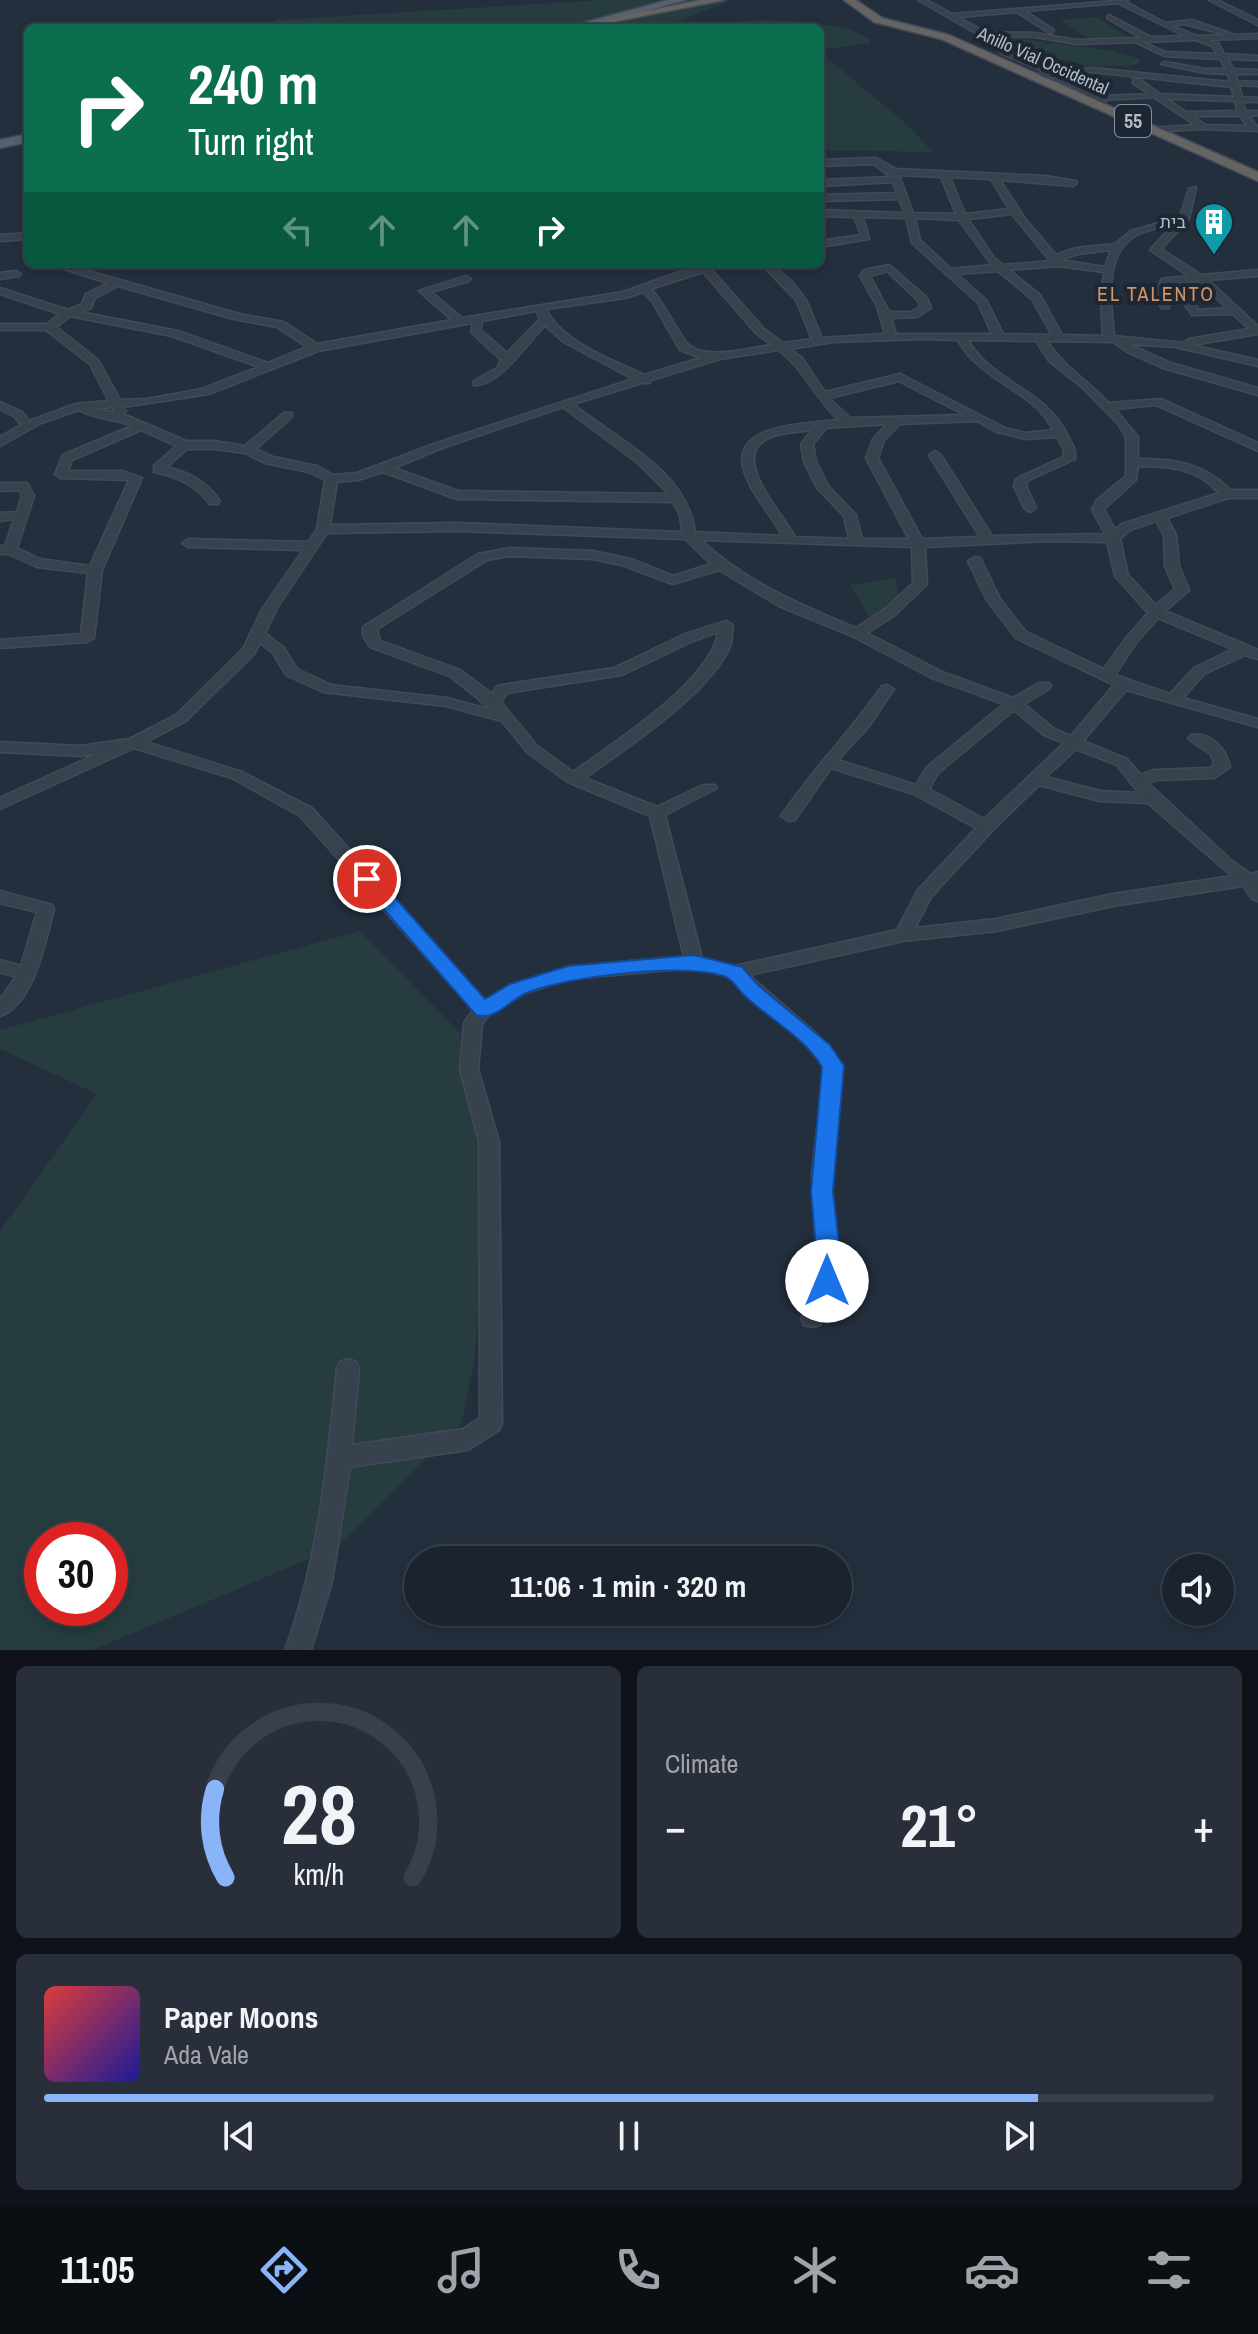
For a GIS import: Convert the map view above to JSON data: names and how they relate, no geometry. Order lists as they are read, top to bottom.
{
  "streets": {
    "highway": ["Anillo Vial Occidental", "55"]
  },
  "districts": ["EL TALENTO"],
  "places": {
    "building": ["בית"]
  },
  "page": {
    "turn": ["240 m", "Turn right"],
    "limit": "30",
    "trip": "11:06 · 1 min · 320 m",
    "tile": "Climate",
    "heat": ["−", "21°", "+"],
    "song": ["Paper Moons", "Ada Vale"],
    "tabs": "11:05",
    "gauge": ["28", "km/h"]
  }
}
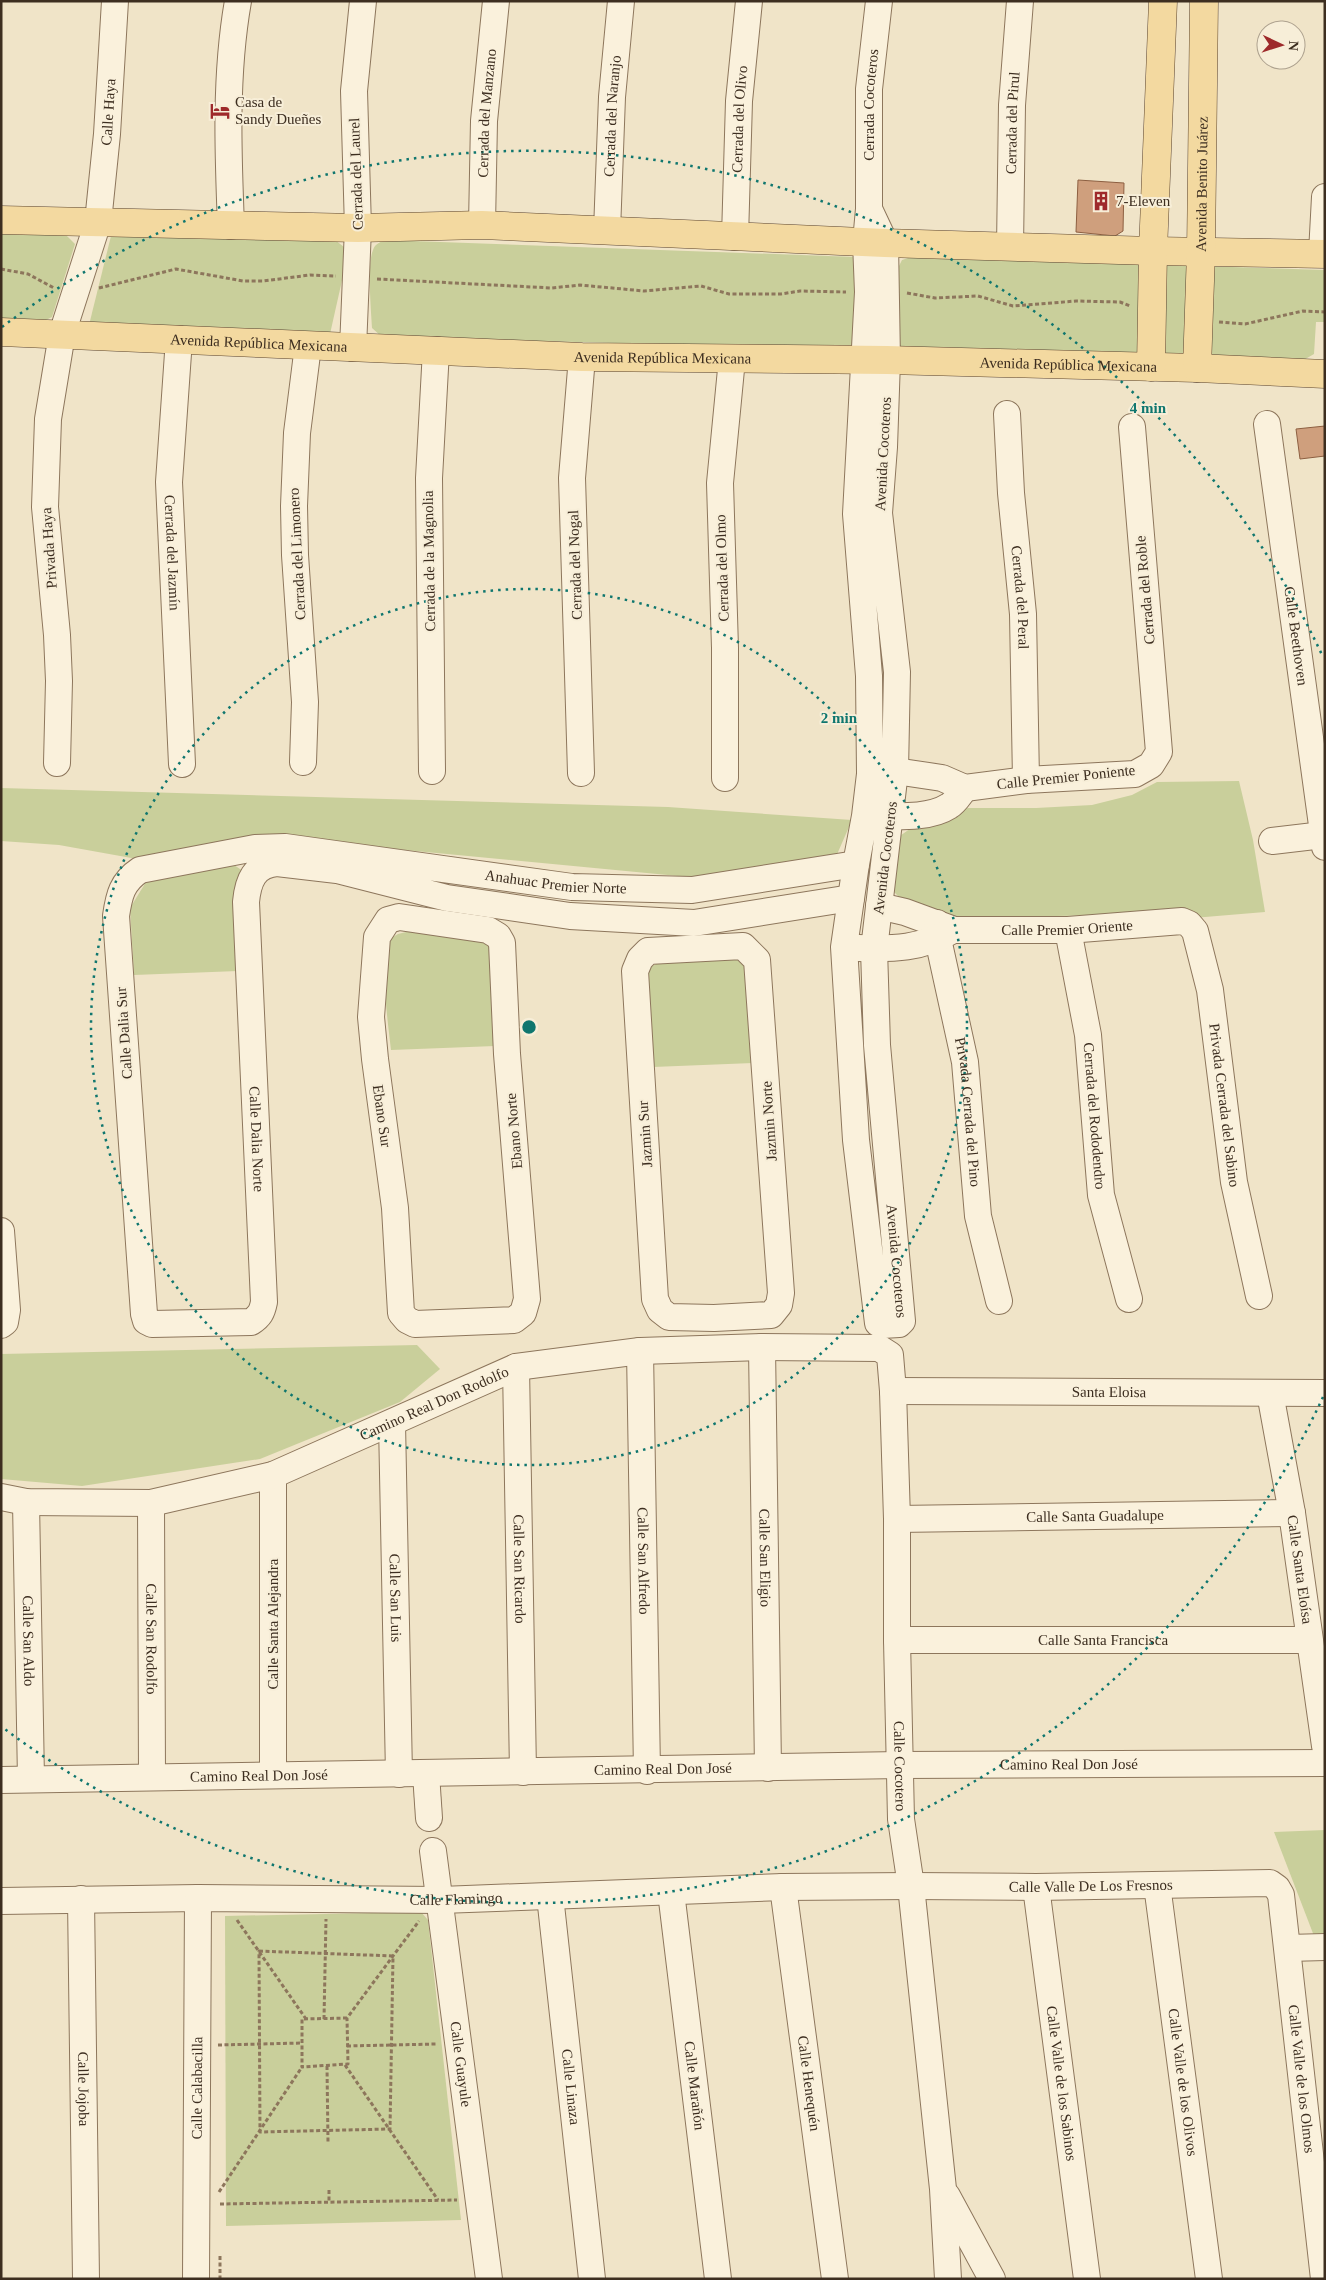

····················

(Description of the task): When a record holds a picture, leave that picture out; copy the rest verbatim.

(Task solution):
For a GIS import: Convert the map view above to JSON data: names and how they relate, no geometry. Order lists as they are read, top to bottom.
{
  "streets": {
    "highway": ["Anillo Vial Occidental", "55"]
  },
  "districts": ["EL TALENTO"],
  "places": {
    "building": ["בית"]
  },
  "page": {
    "turn": ["240 m", "Turn right"],
    "limit": "30",
    "trip": "11:06 · 1 min · 320 m",
    "tile": "Climate",
    "heat": ["−", "21°", "+"],
    "song": ["Paper Moons", "Ada Vale"],
    "tabs": "11:05",
    "gauge": ["28", "km/h"]
  }
}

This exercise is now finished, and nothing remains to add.